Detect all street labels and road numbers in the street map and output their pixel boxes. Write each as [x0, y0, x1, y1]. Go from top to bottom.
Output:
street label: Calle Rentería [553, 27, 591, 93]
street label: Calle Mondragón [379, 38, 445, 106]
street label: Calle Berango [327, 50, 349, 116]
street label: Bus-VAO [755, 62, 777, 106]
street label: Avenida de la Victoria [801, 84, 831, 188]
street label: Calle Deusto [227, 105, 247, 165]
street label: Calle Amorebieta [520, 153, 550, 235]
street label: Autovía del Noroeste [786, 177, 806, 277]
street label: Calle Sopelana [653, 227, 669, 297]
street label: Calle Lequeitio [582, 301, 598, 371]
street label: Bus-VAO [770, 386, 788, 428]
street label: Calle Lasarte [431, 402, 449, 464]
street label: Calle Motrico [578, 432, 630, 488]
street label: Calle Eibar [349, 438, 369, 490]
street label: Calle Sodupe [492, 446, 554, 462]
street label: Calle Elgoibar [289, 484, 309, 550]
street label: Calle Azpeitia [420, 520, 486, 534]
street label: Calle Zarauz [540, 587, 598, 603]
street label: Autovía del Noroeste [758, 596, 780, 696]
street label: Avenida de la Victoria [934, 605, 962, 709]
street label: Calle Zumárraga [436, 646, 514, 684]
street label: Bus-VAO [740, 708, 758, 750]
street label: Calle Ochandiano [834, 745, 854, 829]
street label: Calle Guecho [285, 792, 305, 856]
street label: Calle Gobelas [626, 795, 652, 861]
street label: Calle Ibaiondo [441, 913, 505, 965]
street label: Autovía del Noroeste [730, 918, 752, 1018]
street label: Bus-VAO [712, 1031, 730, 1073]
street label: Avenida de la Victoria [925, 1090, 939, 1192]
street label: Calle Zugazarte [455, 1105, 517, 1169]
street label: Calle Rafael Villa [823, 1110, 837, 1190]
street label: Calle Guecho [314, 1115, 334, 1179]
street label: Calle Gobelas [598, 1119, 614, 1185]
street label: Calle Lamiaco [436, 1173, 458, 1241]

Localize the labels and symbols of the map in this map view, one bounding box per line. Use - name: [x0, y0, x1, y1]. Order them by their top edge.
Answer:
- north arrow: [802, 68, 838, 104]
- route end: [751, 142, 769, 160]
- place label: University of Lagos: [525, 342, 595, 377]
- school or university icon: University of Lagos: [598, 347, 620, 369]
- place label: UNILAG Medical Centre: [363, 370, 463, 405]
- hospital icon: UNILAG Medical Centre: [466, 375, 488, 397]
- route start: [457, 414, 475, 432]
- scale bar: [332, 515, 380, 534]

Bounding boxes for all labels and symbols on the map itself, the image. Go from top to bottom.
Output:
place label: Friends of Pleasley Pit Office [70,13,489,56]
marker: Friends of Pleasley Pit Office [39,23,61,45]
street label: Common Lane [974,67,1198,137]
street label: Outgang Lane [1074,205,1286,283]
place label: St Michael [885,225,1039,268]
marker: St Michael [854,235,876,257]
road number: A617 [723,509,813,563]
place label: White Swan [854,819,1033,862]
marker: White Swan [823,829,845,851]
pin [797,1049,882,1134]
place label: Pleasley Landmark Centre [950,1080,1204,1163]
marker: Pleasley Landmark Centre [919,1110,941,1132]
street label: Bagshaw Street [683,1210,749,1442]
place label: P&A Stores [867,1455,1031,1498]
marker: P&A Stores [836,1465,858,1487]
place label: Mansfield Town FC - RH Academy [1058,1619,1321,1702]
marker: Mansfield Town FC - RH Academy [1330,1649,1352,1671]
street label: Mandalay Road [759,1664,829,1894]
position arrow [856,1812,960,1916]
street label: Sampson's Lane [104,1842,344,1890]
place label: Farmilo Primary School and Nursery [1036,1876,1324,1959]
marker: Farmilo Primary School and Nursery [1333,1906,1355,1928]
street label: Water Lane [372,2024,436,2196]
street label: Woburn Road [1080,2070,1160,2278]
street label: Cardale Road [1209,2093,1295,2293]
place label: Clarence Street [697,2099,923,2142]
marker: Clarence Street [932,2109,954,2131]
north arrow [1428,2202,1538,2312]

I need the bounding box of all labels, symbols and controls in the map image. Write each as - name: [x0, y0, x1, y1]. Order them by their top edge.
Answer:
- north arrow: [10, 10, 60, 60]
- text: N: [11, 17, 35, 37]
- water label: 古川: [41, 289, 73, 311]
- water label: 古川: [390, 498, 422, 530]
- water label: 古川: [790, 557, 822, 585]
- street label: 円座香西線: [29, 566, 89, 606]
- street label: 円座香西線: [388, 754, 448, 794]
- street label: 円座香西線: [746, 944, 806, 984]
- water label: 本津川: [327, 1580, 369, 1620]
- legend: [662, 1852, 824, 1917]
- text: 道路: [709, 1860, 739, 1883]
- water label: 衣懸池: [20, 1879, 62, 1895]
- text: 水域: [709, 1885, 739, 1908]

□ □ □

▶ PROBLEM TO WORK ON:
Skip all lines ahead of the one containing "I need the bounding". Reproduce that line and the remainder of the listing above exactly.

▶ RESPONSE BELOW:
I need the bounding box of all labels, symbols and controls in the map image. Write each as - name: [x0, y0, x1, y1]. Order them by their top edge.
Answer:
- north arrow: [10, 10, 60, 60]
- text: N: [11, 17, 35, 37]
- water label: 古川: [41, 289, 73, 311]
- water label: 古川: [390, 498, 422, 530]
- water label: 古川: [790, 557, 822, 585]
- street label: 円座香西線: [29, 566, 89, 606]
- street label: 円座香西線: [388, 754, 448, 794]
- street label: 円座香西線: [746, 944, 806, 984]
- water label: 本津川: [327, 1580, 369, 1620]
- legend: [662, 1852, 824, 1917]
- text: 道路: [709, 1860, 739, 1883]
- water label: 衣懸池: [20, 1879, 62, 1895]
- text: 水域: [709, 1885, 739, 1908]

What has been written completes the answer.